Resource Investigator: Extrovert, enthusiastic, communicative. Explores opportunities. Develops contacts.
Co-ordinator: Mature, confident, a good chairperson. Clarifies goals, promotes decision making, delegates well.
Shaper: Challenging, dynamic, thrives on pressure. Has the drive and courage to overcome obstacles.
Monitor-Evaluator: Sober, strategic and discerning. Sees all opinions. Judges accurately.
Team Worker: Cooperative, mild, perceptive and diplomatic. Listens, builds, averts friction and calms the waters.
Implementer: Disciplined, reliable, conservative and efficient. Turns ideas into practical actions.
Completer: Painstaking, conscientious, anxious. Searches out errors and omissions. Delivers on time.
Specialist: Single-minded, self starting, dedicated. Provides knowledge and skills in rare supply.
There are no good or bad roles; each has their strengths and weaknesses. As a team, you can gain an increased understanding of other people's strengths and weaknesses as well as what roles they prefer to perform. This can then be used to encourage communication, build team bonds and motivate and reward employees.
For more information please visit www.belbin.com/about/belbin-team-roles/
MBTI (Myers-Briggs Type Indicator):
MBTI is a personality inventory developed by Isabel Briggs Myers and Katherine Briggs in order to assist with understanding the theory of psychological types originally described by Carl Jung.
This questionnaire is based on four pairs of preferences, which are as follows:
Extravert (E) vs. Introvert (I): This is how you prefer to direct and focus your personal energy.
Sensing (S) vs. INtuition (N): This is how you prefer to gather and process information.
Thinking (T) vs. Feeling (F): This is how you prefer to make decisions.
Judging (J) vs. Perceiving (P): This is how you deal with the outer world.
Respondents answer a range of questions to determine their particular personality type. There are 16 different personality types (for example, ESTJ, INFP, ISFJ, ENTP etc).
These personality types once identified allow people to understand more about their strengths, potential difficulties, communication styles, relationships, learning styles, work behaviour, team role, leadership style, causes of stress and their leisure and recreational habits.
For more information please visit www.myersbriggs.org/
The learning styles outlined by P.Honey and A.Mumford describe the way in which adults learn, communicate and process information.
The questionnaire associated with this model has been designed to be given to individuals or teams to allow greater understanding of the different styles and how best to approach each style.
Respondents are asked to agree or disagree with a range of statements. The results are then tallied up to identify the respondent's primary (preferred) communication style.
Possible styles and a brief description of these are as follows:
Activist - Action orientated, likes to get things done, excited by new ideas, leaders, social people, extroverted, bored by details and procrastination, acts first without thinking through the consequences.
Pragmatist - Also action orientated but need to understand the relevance of what they are doing first. Practical people, likes to get on with it, objective, decisive.
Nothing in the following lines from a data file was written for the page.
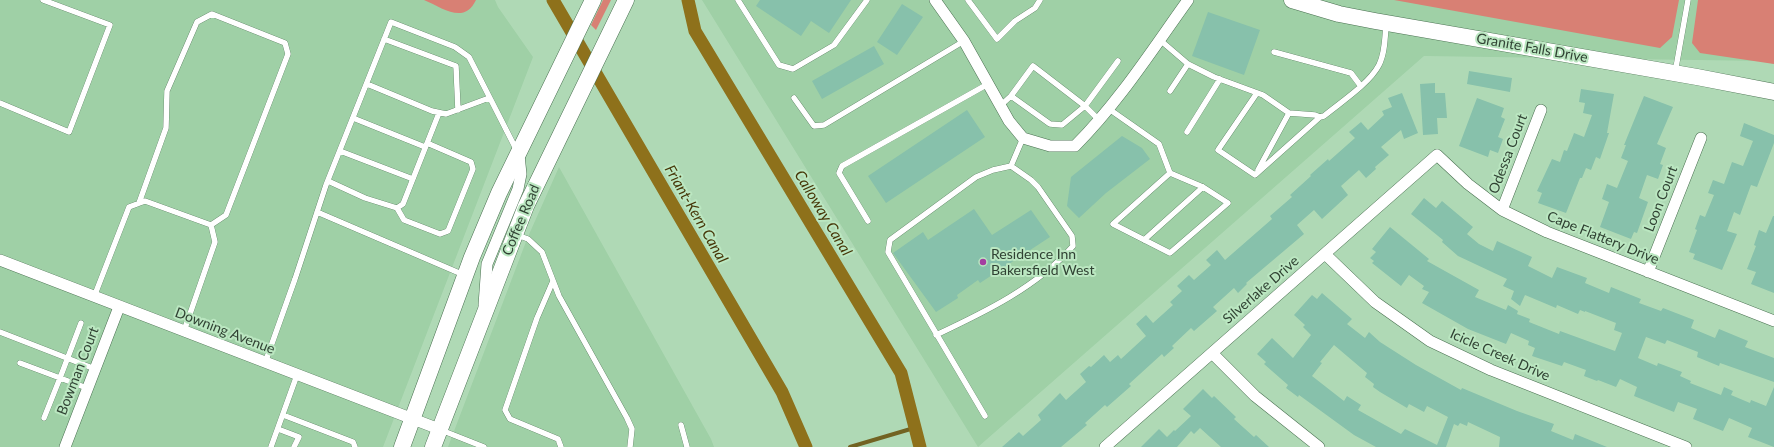 <!DOCTYPE html>
<html>
<head>
<meta charset="utf-8">
<style>
	body { margin:0 }
	canvas { display:block; background:#afd9b5 }
</style>
</head>
<body>
<canvas width="1774" height="447"></canvas>
<script>
const c = document.querySelector('canvas').getContext('2d');
c.lineJoin = 'round';
function fillPath(path, color) { c.fillStyle = color; c.fill(path, 'evenodd'); }
function strokePath(path, color, width, dash) { c.strokeStyle = color; c.lineWidth = width; c.lineCap = dash ? 'butt' : 'round'; c.setLineDash(dash || []); c.stroke(path); }
function write(font, color, halo, rows, align = 'center') {
  c.font = font + ' Lato,sans-serif'; c.lineWidth = 4; c.setLineDash([]); c.textBaseline = 'middle'; c.strokeStyle = halo; c.fillStyle = color; for (const [text, x, y, turn = 0] of rows) {
    c.save(); c.translate(x, y); c.rotate((+turn || 0) * Math.PI / 180); c.textAlign = isNaN(turn) ? turn : align; if (halo) c.strokeText(text, 0, 0); c.fillText(text, 0, 0); c.restore();
  }
}
fillPath(new Path2D(`
	M0 0H495L498 7 533 57 383 447H0Z
	M702 0H1774V64L1764 61 1424 56 978 447Z
	M559 167 711 439 714 447H448L527 239Z`), '#9fd0a6');
fillPath(new Path2D(`
	M424 0H476C464 25 443 8 424 0Z
	M603 0H611L596 30 591 25Z
	M1394 0H1679L1672 37 1660 48Z
	M1698 0H1774V64L1700 53 1692 43Z`), '#d88074');
strokePath(new Path2D(`
	M850 447 914 428`), '#726322', 4);
strokePath(new Path2D(`
	M553 0 782 392 806 447
	M688 0 695 31 901 373 920 447`), '#8e711b', 13);
fillPath(new Path2D(`
	M760 0H851L829 33 811 21 801 36 756 6Z
	M902 4 923 17 897 55 877 42Z
	M1208 12 1260 30 1244 75 1192 56Z
	M874 46 884 64 822 99 812 81Z
	M1469 71 1512 78 1510 92 1467 84Z
	M1435 83V93H1445L1447 118H1437L1438 134 1423 135 1420 84Z
	M1581 89 1614 94 1607 133H1609L1600 159 1596 157 1591 170 1586 168 1582 178H1580L1566 213 1538 203 1542 193 1537 191 1552 159 1560 162 1564 150 1567 151 1574 133 1584 137 1592 115 1583 113 1585 103 1579 102Z
	M1402 93 1418 133 1404 139 1401 130 1381 147 1389 155 1375 167 1376 169 1366 178 1359 170 1341 186 1348 195 1322 219 1314 210 1297 225 1304 234 1246 283 1247 284 1238 293 1234 288 1213 307 1217 311 1194 331 1191 328 1172 346 1174 348 1164 357 1162 354 1129 384 1131 386 1107 407 1105 405 1085 423 1087 425 1061 447H1002L1019 432 1023 436 1041 420 1038 415 1060 393 1066 400 1086 382 1080 374 1089 366 1091 367 1104 355 1110 362 1118 355 1121 359 1146 336 1136 324 1146 315 1153 323 1173 305 1170 302 1182 291 1177 286 1189 275 1194 280 1211 265 1206 260 1217 250 1225 260 1272 219 1270 216 1292 197 1290 195 1311 176 1310 175 1328 159 1329 161 1355 138 1349 132 1361 122 1368 130 1384 115 1382 111 1392 107 1388 98Z
	M1644 96 1673 107 1657 144 1666 148 1660 164 1663 165 1658 179 1647 175 1639 198 1648 202 1637 233 1634 232 1631 239 1600 227 1609 202 1602 199 1607 184 1617 188 1628 161 1621 158 1626 145H1624Z
	M1477 98 1504 108 1501 117 1505 119 1498 137 1503 139 1498 153 1490 150 1488 157 1459 146Z
	M967 110 985 137 886 203 868 176Z
	M1744 123 1774 135V143L1757 187 1751 185 1740 215 1734 212 1727 231 1737 234 1722 270 1693 259 1695 254 1689 252 1697 230 1695 229 1700 215 1705 217 1714 195 1708 193 1713 180 1724 184 1732 162 1743 166 1753 141 1740 136Z
	M1122 136 1142 148 1150 159 1106 193 1079 218 1067 206 1071 177Z
	M1424 198 1436 208 1442 201 1473 227 1467 234 1479 244 1493 251 1497 241 1532 257 1528 266 1552 278 1557 267 1587 278 1585 283 1609 293 1611 287 1641 299 1639 303 1661 311 1663 308 1694 320 1691 328 1715 338 1719 329 1748 341 1745 347 1774 358V382L1720 363 1719 366 1697 357 1698 352 1667 340 1665 344 1646 337 1638 358 1657 366 1658 363 1682 372 1680 376 1691 381 1690 383 1721 395 1724 387 1733 391 1731 395 1750 403 1751 400 1766 406 1774 387V447L1748 437 1752 428 1729 418 1723 431 1693 419 1697 409 1678 402 1674 412 1634 396 1637 387 1620 379 1616 387 1598 380 1597 381 1584 376 1586 370 1564 362 1562 366 1532 356 1535 348 1528 345 1529 341 1511 333 1506 344 1468 329 1422 303 1429 292 1422 289 1424 286 1409 275 1401 286 1372 263 1374 261 1370 258 1376 252 1372 249 1390 227 1429 259 1427 261 1479 290 1475 297 1506 310 1508 305 1518 311 1517 314 1530 319 1529 322 1559 334 1560 331 1615 351 1622 333 1614 330 1616 323 1585 311V312L1580 310 1578 314 1557 305 1556 308 1525 295 1520 306 1511 299 1514 291 1503 286 1507 279 1458 256 1442 242 1443 240 1411 214Z
	M974 209 992 235 1031 210 1050 237 980 283 978 280 957 295 958 298 936 312 893 253 923 232 928 240Z
	M1773 216H1774V293L1751 284 1756 272 1747 269 1756 246 1754 245 1759 230 1766 233Z
	M1322 293 1352 319 1347 324 1365 338 1369 332 1380 342 1416 365 1461 390 1462 388 1517 411 1554 424 1551 431 1573 440 1575 434 1607 447H1499L1500 437 1468 422 1467 426 1460 423 1458 426 1454 424 1446 447H1376L1354 435 1299 395 1298 397 1286 388 1288 385 1264 364 1266 362 1257 354 1272 338 1293 358 1311 335 1303 327 1305 325 1294 315 1312 295 1317 299ZM1334 345 1367 373 1365 377 1374 384 1373 387 1380 392 1407 408 1409 404 1424 412 1427 406 1448 417 1437 445 1405 429 1401 434 1358 410 1361 405 1347 396 1344 401 1312 376 1322 363 1320 362Z
	M1203 389 1212 398 1214 396 1236 417 1234 419 1254 437 1256 435 1269 447H1221L1200 428 1194 434 1191 431 1177 447H1141L1159 429 1167 437 1174 430 1175 431 1191 416 1183 409Z`), '#87c1ab');
const lane = new Path2D(`
	M738 0 779 65 793 69 834 45 867 0
	M968 0 997 39 1015 21 1035 8 1040 0
	M384 39 456 66 458 110
	M1160 40 1188 64 1214 77 1263 95 1289 113 1315 115 1320 117 1324 116C1341 102 1369 84 1379 65 1385 53 1385 38 1386 25
	M1274 52 1351 73 1360 85
	M1675 73 1688 0
	M367 84 432 111 446 114 489 98
	M1170 91 1188 64
	M1257 93 1218 150 1255 175 1320 117
	M1011 96 1033 66 1085 106 1099 120
	M794 98 814 126 824 125 964 41
	M0 103 69 132 110 25 43 0
	M1000 106 1011 96 1050 124 1062 125 1085 106 1118 61
	M1109 109 1159 144 1170 173 1113 224 1170 253 1228 203 1203 187 1170 173
	M353 118 425 147
	M1187 132 1220 79
	M340 151 413 179
	M1258 170 1289 113
	M328 181 365 198 397 208 403 204 439 113
	M139 203 166 128 167 91 197 22 212 14 285 43 288 54 226 215 211 225
	M397 208 404 220 440 234 448 231 473 169 471 162 427 143
	M317 212 464 275
	M868 221 839 173 842 166 988 84
	M517 235 528 239 542 252 559 296 627 418 632 429 630 447
	M1144 240 1203 187
	M553 281 537 318 505 410 510 419 558 439 561 447
	M94 297 129 207 145 201 211 225 215 242 184 331
	M0 332 95 369
	M936 335C985 312 1037 287 1073 246L1072 236 1038 187 1031 180 1011 166
	M20 363 60 378 81 323
	M265 363 295 279 326 185 391 22 455 47 469 57 517 151
	M283 415 353 442 355 447
	M985 416 888 252 890 240 976 177 993 170 1011 166 1023 138
	M44 418 60 378 87 388
	M681 425 687 447
	M278 429 299 437 294 447
	M441 430 484 447
	M271 447 297 375`);
const street = new Path2D(`
	M935 0 964 41 1009 121 1023 138 1050 146H1075C1119 102 1152 50 1188 0
	M1502 210 1541 110
	M1325 254 1375 302 1430 341 1491 370 1686 447
	M0 260 439 429
	M1648 272 1701 138
	M484 305 487 264 518 189 521 174 519 155
	M1212 353 1255 396 1319 447
	M65 447 119 307
	M1105 447 1437 155 1468 184 1502 210 1547 232 1774 321`);
const secondary = new Path2D(`
	M1292 0 1339 14 1375 21 1697 77 1774 92
	M402 447 472 257 499 193 593 0
	M433 447 526 206 626 0`);
strokePath(lane, '#497050', 6);
strokePath(street, '#497050', 12);
strokePath(secondary, '#497050', 17);
strokePath(lane, '#fff', 5.5);
strokePath(street, '#fff', 11);
strokePath(secondary, '#fff', 16);
for (const [x, y, r, color] of [
	[983,262,4,"#a43ea1"]
]) { const dot = new Path2D(); dot.arc(x, y, r, 0, 2 * Math.PI); c.fillStyle = color; c.fill(dot); strokePath(dot, '#bbe7c1', 1.5); }
write('14px', '#304233', '#bbe7c1', [
	["Granite Falls Drive",1532,48,10],
	["Odessa Court",1508,154,-69],
	["Loon Court",1661,199,-69],
	["Coffee Road",521,220,-67],
	["Cape Flattery Drive",1603,238,22],
	["Silverlake Drive",1261,290,-41],
	["Downing Avenue",225,331,21],
	["Icicle Creek Drive",1500,355,24],
	["Bowman Court",78,371,-69]
]);
write('14px', '#304233', '#bbe7c1', [
	["Residence Inn",991,254],
	["Bakersfield West",991,270]
], 'left');
write('italic 15px', '#463608', '#bbe7c1', [
	["Calloway Canal",823,213,59],
	["Friant-Kern Canal",696,214,60]
]);
</script>
</body>
</html>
Theorist - Logical, analytical people, likes facts and data, will look at statistics/previous records first, researches everything, note-taker, needs structure and systems to work at their best.
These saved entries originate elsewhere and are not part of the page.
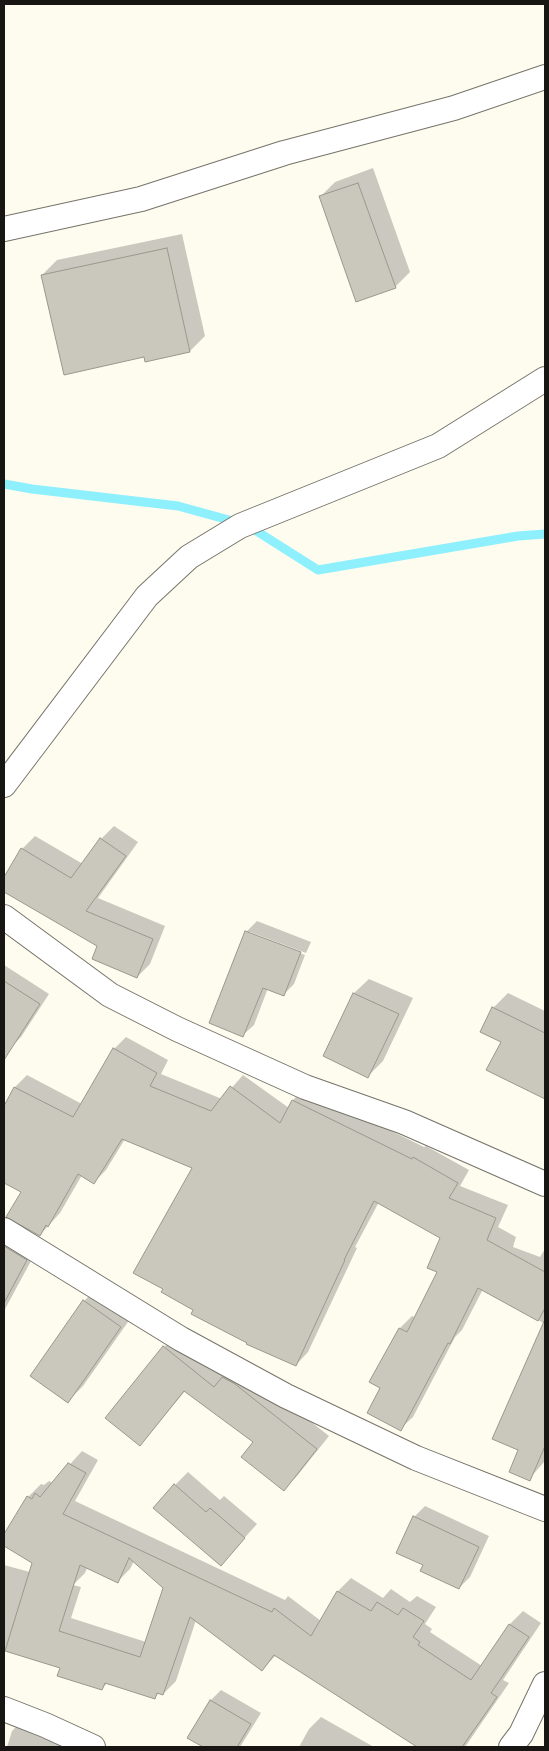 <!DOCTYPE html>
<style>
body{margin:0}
#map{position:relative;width:549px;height:1751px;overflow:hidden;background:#fefbef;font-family:"DM Sans",sans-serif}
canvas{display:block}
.frame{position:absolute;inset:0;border:5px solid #171612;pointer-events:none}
</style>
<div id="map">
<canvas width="549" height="1751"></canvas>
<div class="frame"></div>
</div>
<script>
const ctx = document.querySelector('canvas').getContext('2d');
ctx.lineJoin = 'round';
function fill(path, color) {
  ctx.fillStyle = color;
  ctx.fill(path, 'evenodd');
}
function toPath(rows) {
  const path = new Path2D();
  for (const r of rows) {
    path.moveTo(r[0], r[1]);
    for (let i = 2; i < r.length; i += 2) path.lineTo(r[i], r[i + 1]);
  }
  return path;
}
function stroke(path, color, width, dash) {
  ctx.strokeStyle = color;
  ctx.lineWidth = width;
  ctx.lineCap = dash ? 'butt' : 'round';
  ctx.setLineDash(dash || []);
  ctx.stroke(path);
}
fill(toPath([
 [373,168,410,272,395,287,320,197,335,182],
 [182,234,205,336,190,351,42,275,57,260],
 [114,826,138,842,98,898,165,926,150,964,137,977,99,946,4,890,4,879,22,849,35,836,83,864,101,839],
 [257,921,311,942,306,953,250,932,250,934,305,955,294,984,284,994,268,988,254,1025,243,1035,246,932],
 [4,965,49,994,21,1037,11,1047,4,1042],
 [369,979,413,998,383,1061,368,1076,324,1056,354,993],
 [508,993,545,1011,545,1095,543,1097,502,1042,493,1008],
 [126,1037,168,1060,161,1074,222,1099,243,1075,289,1108,293,1100,305,1088,424,1147,426,1146,469,1170,460,1186,508,1205,498,1227,516,1237,513,1247,540,1257,545,1249,545,1324,483,1289,462,1330,455,1337,413,1417,400,1429,382,1388,371,1382,400,1328,412,1316,416,1318,439,1272,441,1237,379,1202,355,1247,357,1248,308,1352,296,1365,249,1343,195,1310,165,1289,194,1167,125,1139,106,1170,94,1182,82,1175,60,1213,40,1235,22,1192,4,1182,4,1109,15,1087,27,1075,82,1104,114,1049],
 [4,1230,38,1248,4,1311],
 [99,1286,135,1312,83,1386,68,1401,84,1301],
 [177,1334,248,1372,329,1436,297,1476,284,1489,255,1442,185,1391,152,1431,140,1444,164,1347],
 [536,1360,545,1364,545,1461,529,1479,520,1450],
 [82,1451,98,1460,75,1501,285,1600,288,1596,321,1621,338,1591,351,1578,383,1598,391,1589,410,1602,417,1596,436,1607,425,1624,432,1629,430,1632,482,1666,510,1624,523,1611,541,1623,503,1680,509,1683,465,1747,420,1747,276,1655,262,1670,196,1620,176,1681,163,1694,159,1693,154,1698,108,1682,102,1689,61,1667,4,1649,4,1565,67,1582,4,1544,4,1536,28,1497,41,1484,44,1485,49,1481,53,1483],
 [134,1561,165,1587,146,1642,71,1618,81,1587,73,1585,85,1573,87,1568,117,1582,130,1569],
 [188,1472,220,1500,224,1496,257,1524,221,1564,175,1485],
 [425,1506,489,1536,470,1577,459,1588,424,1565,414,1517],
 [221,1690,261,1713,240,1747,205,1747,189,1737,211,1700],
 [26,1717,89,1747,7,1747,12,1731],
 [321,1717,374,1747,299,1747,309,1729]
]), '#0003');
stroke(toPath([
 [4,484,32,489,178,506,247,525,318,570,518,536,545,534]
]), '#8ef0fd', 9);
const building = toPath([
 [358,183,396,288,356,302,319,196,358,183],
 [167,248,190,352,145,362,144,357,64,375,41,275,167,248],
 [100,838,126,856,86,911,153,939,137,978,92,959,97,946,4,892,4,877,21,848,71,878,100,838],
 [245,931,301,952,284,996,263,988,243,1037,209,1023,245,931],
 [4,981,40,1004,4,1060,4,981],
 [353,993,399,1014,368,1078,323,1056,353,993],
 [492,1007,545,1033,545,1099,486,1070,501,1042,480,1032,492,1007],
 [113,1048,157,1073,150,1086,211,1111,230,1086,280,1123,292,1100,412,1159,413,1157,458,1183,449,1198,496,1218,487,1240,545,1272,545,1308,538,1321,478,1288,450,1344,448,1343,401,1431,367,1413,380,1388,369,1382,399,1328,407,1332,437,1272,427,1268,440,1238,374,1201,344,1260,345,1260,296,1366,246,1344,247,1343,191,1314,193,1310,161,1292,163,1289,133,1273,192,1168,122,1139,94,1184,78,1174,48,1227,46,1225,40,1236,6,1217,21,1192,4,1183,4,1106,14,1087,73,1117,113,1048],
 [4,1246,27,1260,4,1303,4,1246],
 [83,1300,121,1327,68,1403,30,1376,83,1300],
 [545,1319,545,1446,530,1481,509,1472,518,1450,492,1439,545,1319],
 [163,1346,214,1387,222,1377,235,1384,317,1449,284,1491,241,1457,253,1442,184,1391,140,1446,105,1418,163,1346],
 [68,1463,86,1473,63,1514,272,1612,274,1608,311,1636,337,1591,371,1611,377,1602,398,1615,403,1608,424,1621,413,1637,420,1642,418,1645,471,1680,509,1624,529,1637,491,1693,497,1697,462,1747,417,1747,274,1655,262,1671,190,1617,163,1695,157,1693,155,1699,105,1683,102,1690,57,1676,60,1668,5,1651,32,1563,4,1546,4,1534,27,1496,32,1499,35,1493,40,1497,68,1463],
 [129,1558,163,1588,140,1657,59,1631,80,1565,118,1583,129,1558],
 [174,1484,206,1512,210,1508,245,1538,221,1566,153,1508,174,1484],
 [413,1516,479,1547,459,1589,420,1571,423,1565,396,1553,413,1516],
 [210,1700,251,1724,237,1747,203,1747,187,1738,210,1700]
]);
fill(building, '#cac7bc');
stroke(building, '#9a988d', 1);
const minor = toPath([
 [4,229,141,199,284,153,454,108,545,77],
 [4,785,147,596,189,557,240,526,438,446,545,379],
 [4,917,110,995,177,1029,305,1087,404,1122,545,1184],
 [4,1230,181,1339,286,1396,416,1458,545,1509],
 [4,1709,45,1725,93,1747],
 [511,1747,521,1734,545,1684]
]);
stroke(minor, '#76746a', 26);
stroke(minor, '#fff', 24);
</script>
Reflector - Thinking orientated, likes to listen and take things in and think about things and then they will act. Quieter people, great listeners.
If a person understands their own learning and communication styles, they are aware of their strengths and weaknesses and can work to develop these in order to communicate with others more effectively.
If a person understands other people’s learning and communications styles, they can adjust their style to ensure that their message gets across and is understood by all. By communicating so that everyone has the same understanding but in the most appropriate manner, there will be fewer misunderstandings and less conflict.